I DO NOW!! and I hate slippery,wet fly poop when you're cleaning them.
Kaye


----------



## Gabe (Nov 16, 2007)

What a great idea, no need to clean the scale anymore


----------



## Halo-M Nubians (Oct 26, 2007)

Okay, this is kind of a dumb question-how do I get it tested once I have one-
and Kaye what brand of scale is it-you didn't say?
I have an old dairy one that I got from Jeffers that does 1/10th lb, ugly and rusted but appears to work, if I'm not to embarassed I suppose I could try that.


----------



## Kaye White (Oct 25, 2007)

:biggrin
Ok,Ken, I looked up the Palouse scale :faint $81.95 vs my $39.65?? 
:lol You've not seen me post about SHOPPING and saving $$. :lol I'm CHEAP ! Though that is a NICE scale and I might have to think about it when I hit the lottery. :lol
Kaye


----------



## Kaye White (Oct 25, 2007)

Mishael,
I used a Jeffer's dairy scale for about 10yrs. and it always tested good. Just had to buy another one 2nd go around. 
Kaye


----------



## Odeon (Oct 26, 2007)

Kaye White said:


> :biggrin
> Ok,Ken, I looked up the Palouse scale :faint $81.95 vs my $39.65??
> :lol You've not seen me post about SHOPPING and saving $$. :lol I'm CHEAP ! Though that is a NICE scale and I might have to think about it when I hit the lottery. :lol
> Kaye


Kaye, the Palouse isn't the digital, it is the $39.65 one. I have my Hoegger catalog right here....

Ken


----------



## KJFarm (Oct 26, 2007)

Both the dial and digital Palouse scales will calibrate. When we had our DHIA class last February, I ordered out both to take to the class, and also took my old 14 year old Oster Dairy scale. All of them calibrated well. Since my old scales were still accurate, I sold the other 2 scales.
The DHIA lab can calibrate the scales for you.


----------



## Guest (Nov 29, 2007)

You may want to check the regs. on digital vs. mechanical.......
I was under the impression that digital scales were not allowed to be used on official test......also that scales have to be re certified annually. 
You know.......I was set up to test with AGS, and Langston last season......so maybe I'm set up a little different than other folks.


----------



## KJFarm (Oct 26, 2007)

Our class was taken at the the DHIA lab in Stephenville, Texas. They calibrated our scales for free. I took the Palouse digital scale and someone else had a set of digital Postal scales. They checked both and said they were fine to use. Pat Fausett taught our class and has been a milk tester for as long as I can remember. I've known her since the late 50's.


----------



## Kaye White (Oct 25, 2007)

:lol I looked at the online catalog and that was what came up- digital. Oh,well.
Yes, you can use digital...friend of mine uses a postal scale...any scale that will test within 1/10 of accuracy.
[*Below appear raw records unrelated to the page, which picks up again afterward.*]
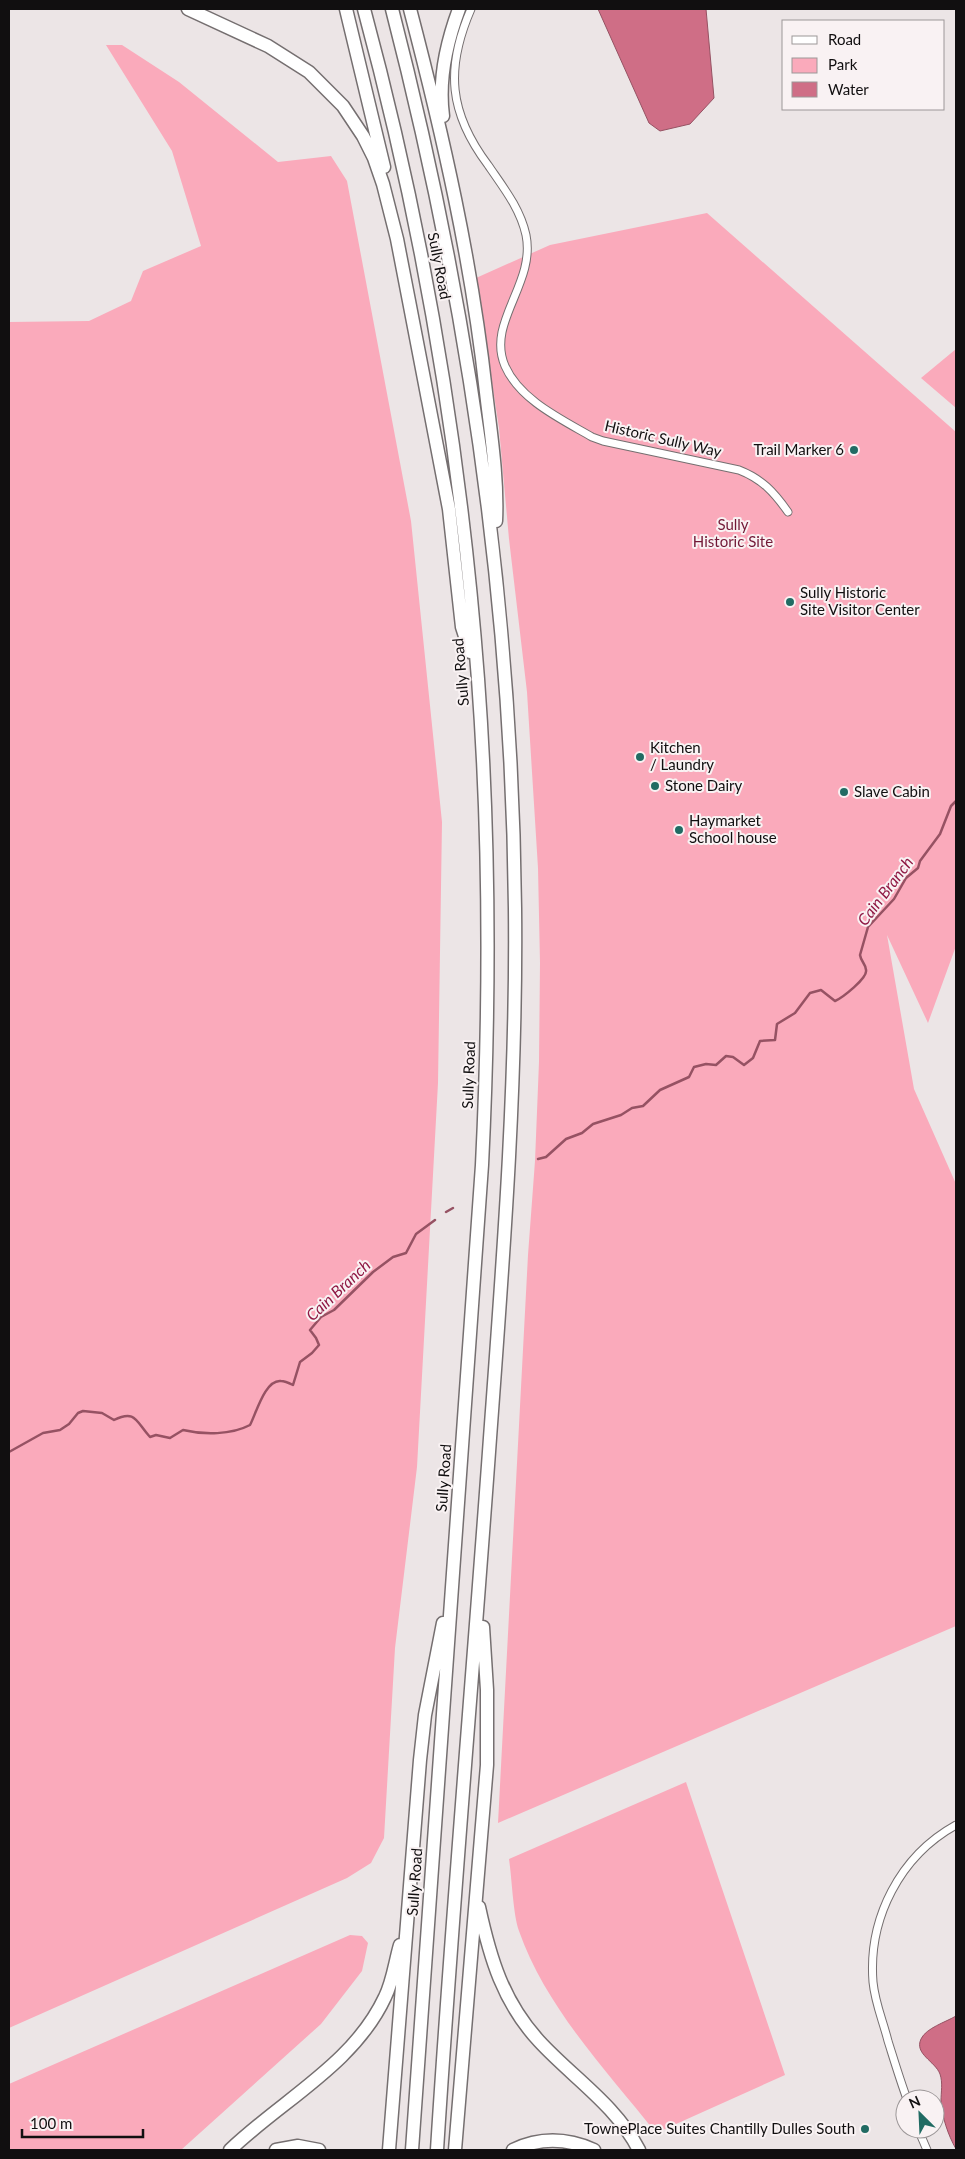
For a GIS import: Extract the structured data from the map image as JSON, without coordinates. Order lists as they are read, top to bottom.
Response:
{
  "streets": {
    "highway": ["Sully Road"],
    "street": ["Historic Sully Way"]
  },
  "water": ["Cain Branch"],
  "parks": ["Sully Historic Site"],
  "places": [
    "Trail Marker 6",
    "Sully Historic Site Visitor Center",
    "Kitchen / Laundry",
    "Stone Dairy",
    "Slave Cabin",
    "Haymarket School house",
    "TownePlace Suites Chantilly Dulles South"
  ],
  "legend": ["Road", "Park", "Water"],
  "scale_bar": "100 m",
  "north": "top left"
}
To get them certified you will need to attend a class on filling out the paper work. That is if you are going on Owner/Sampler. If not, you need someone else to do your testing. There should be a local DHI in your area. Or go through Langston. I *hear* they send you all the paperwork and you take the test at home. You can mail your scales, with a fee, to have them certified.
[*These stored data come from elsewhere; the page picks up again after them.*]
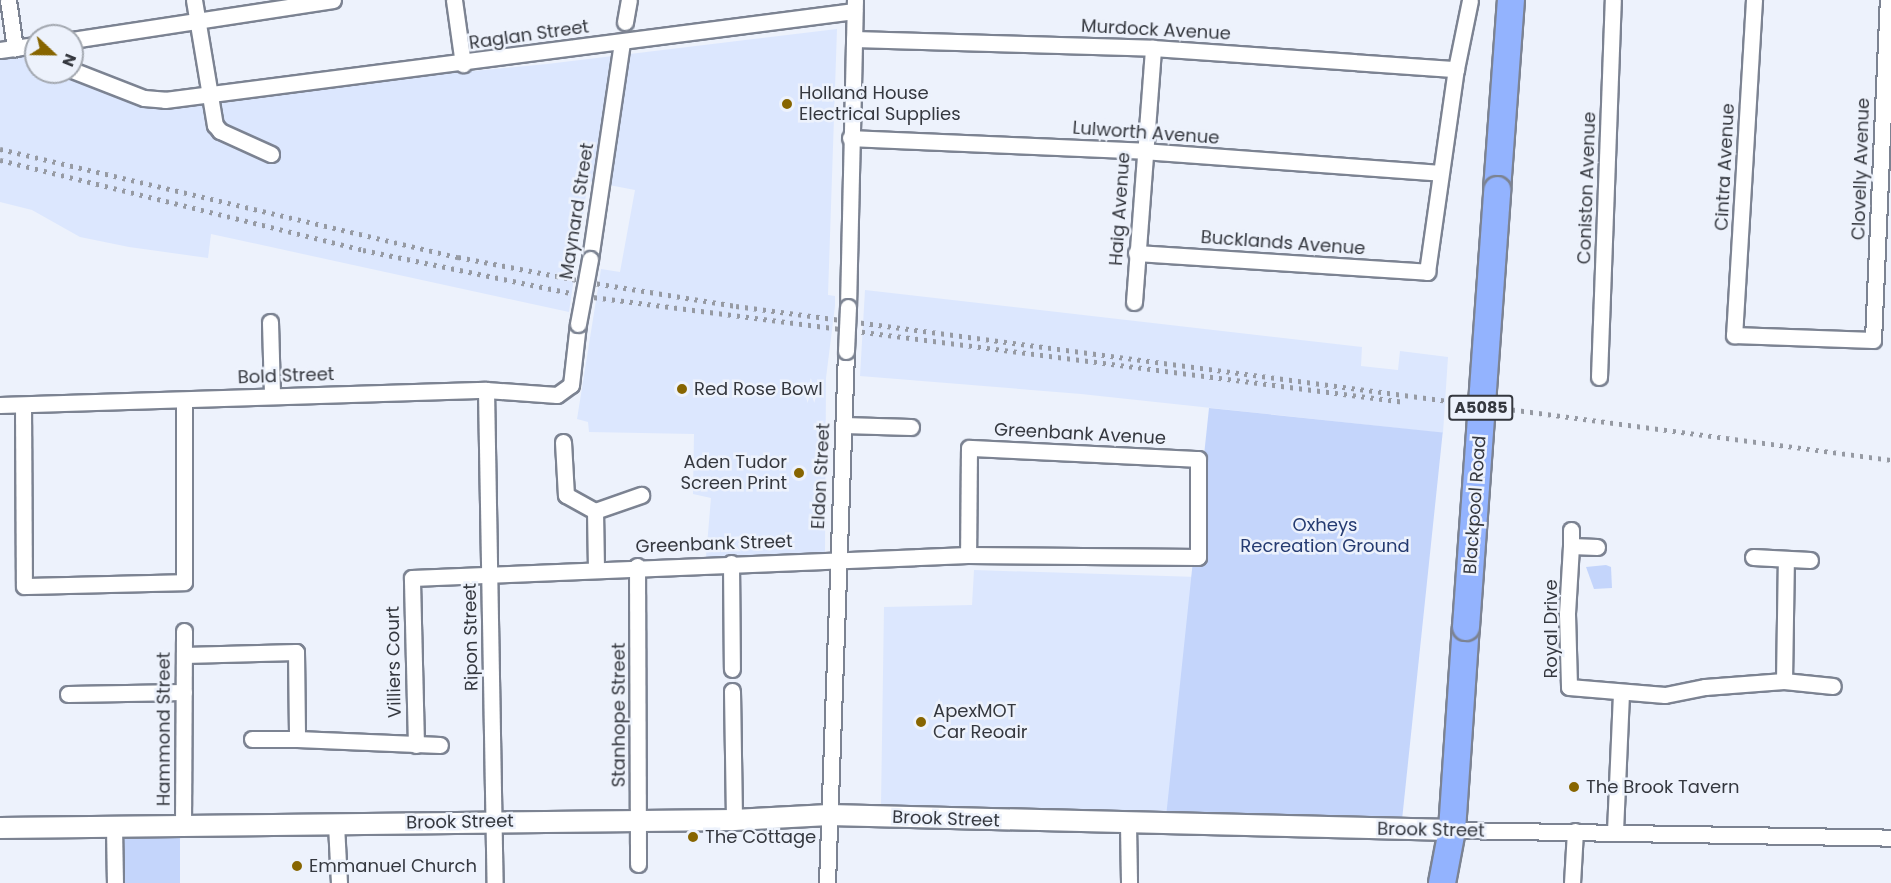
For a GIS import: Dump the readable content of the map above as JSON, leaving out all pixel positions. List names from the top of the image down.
{
  "streets": {
    "highway": ["A5085", "Blackpool Road"],
    "street": [
      "Murdock Avenue",
      "Raglan Street",
      "Lulworth Avenue",
      "Cintra Avenue",
      "Clovelly Avenue",
      "Coniston Avenue",
      "Haig Avenue",
      "Maynard Street",
      "Bucklands Avenue",
      "Bold Street",
      "Greenbank Avenue",
      "Eldon Street",
      "Greenbank Street",
      "Royal Drive",
      "Ripon Street",
      "Villiers Court",
      "Stanhope Street",
      "Hammond Street",
      "Brook Street"
    ]
  },
  "crossings": [
    ["Murdock Avenue", "Haig Avenue"],
    ["Murdock Avenue", "Eldon Street"],
    ["Raglan Street", "Maynard Street"],
    ["Raglan Street", "Eldon Street"],
    ["Lulworth Avenue", "Haig Avenue"],
    ["Lulworth Avenue", "Bucklands Avenue"],
    ["Lulworth Avenue", "Eldon Street"],
    ["Cintra Avenue", "Clovelly Avenue"],
    ["Haig Avenue", "Bucklands Avenue"],
    ["Maynard Street", "Bold Street"],
    ["Bold Street", "Ripon Street"],
    ["Greenbank Avenue", "Greenbank Street"],
    ["Eldon Street", "Greenbank Street"],
    ["Eldon Street", "Brook Street"],
    ["Blackpool Road", "Brook Street"],
    ["Greenbank Street", "Ripon Street"],
    ["Greenbank Street", "Villiers Court"],
    ["Greenbank Street", "Stanhope Street"],
    ["Ripon Street", "Brook Street"],
    ["Stanhope Street", "Brook Street"],
    ["Hammond Street", "Brook Street"]
  ],
  "parks": ["Oxheys Recreation Ground"],
  "places": [
    "Holland House Electrical Supplies",
    "Red Rose Bowl",
    "Aden Tudor Screen Print",
    "ApexMOT Car Reoair",
    "The Brook Tavern",
    "The Cottage",
    "Emmanuel Church"
  ],
  "north": "right"
}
We hadn't had a re-certification class in our state in 2 yrs. and I was concerned my certification would run out, so I hauled my scales with me to Convention and attended the workshop to re-certify. I'm seriously considering going back to owner/sampler, as my tester is moving too far away to test me.
kaye


----------



## Odeon (Oct 26, 2007)

Kaye,

I switched from standard to Owner/Sampler this year. My tester was always late, or wanting to switch the dates on me. It will be SO much easier! 

Ken


----------



## Guest (Nov 29, 2007)

Mishael......since your going to take the leap, let me suggest these things to you.
1. go ahead now, and get all your ducks lined up to where you will be ready when the time comes.......make contact with your registries DHIR coordinator. Get them to send you all the rules that will aply to doing your test, ask questions about things that you don't understand. 
2. go ahead now and make contact with the person in charge at the lab. that you will be testing with......if you happen to use Langston, then I beleive that EVA VAQUEZ is the person in charge at this time. Note; Langston has converted from using cow forms to fill out, and have a system that is more goat freindly.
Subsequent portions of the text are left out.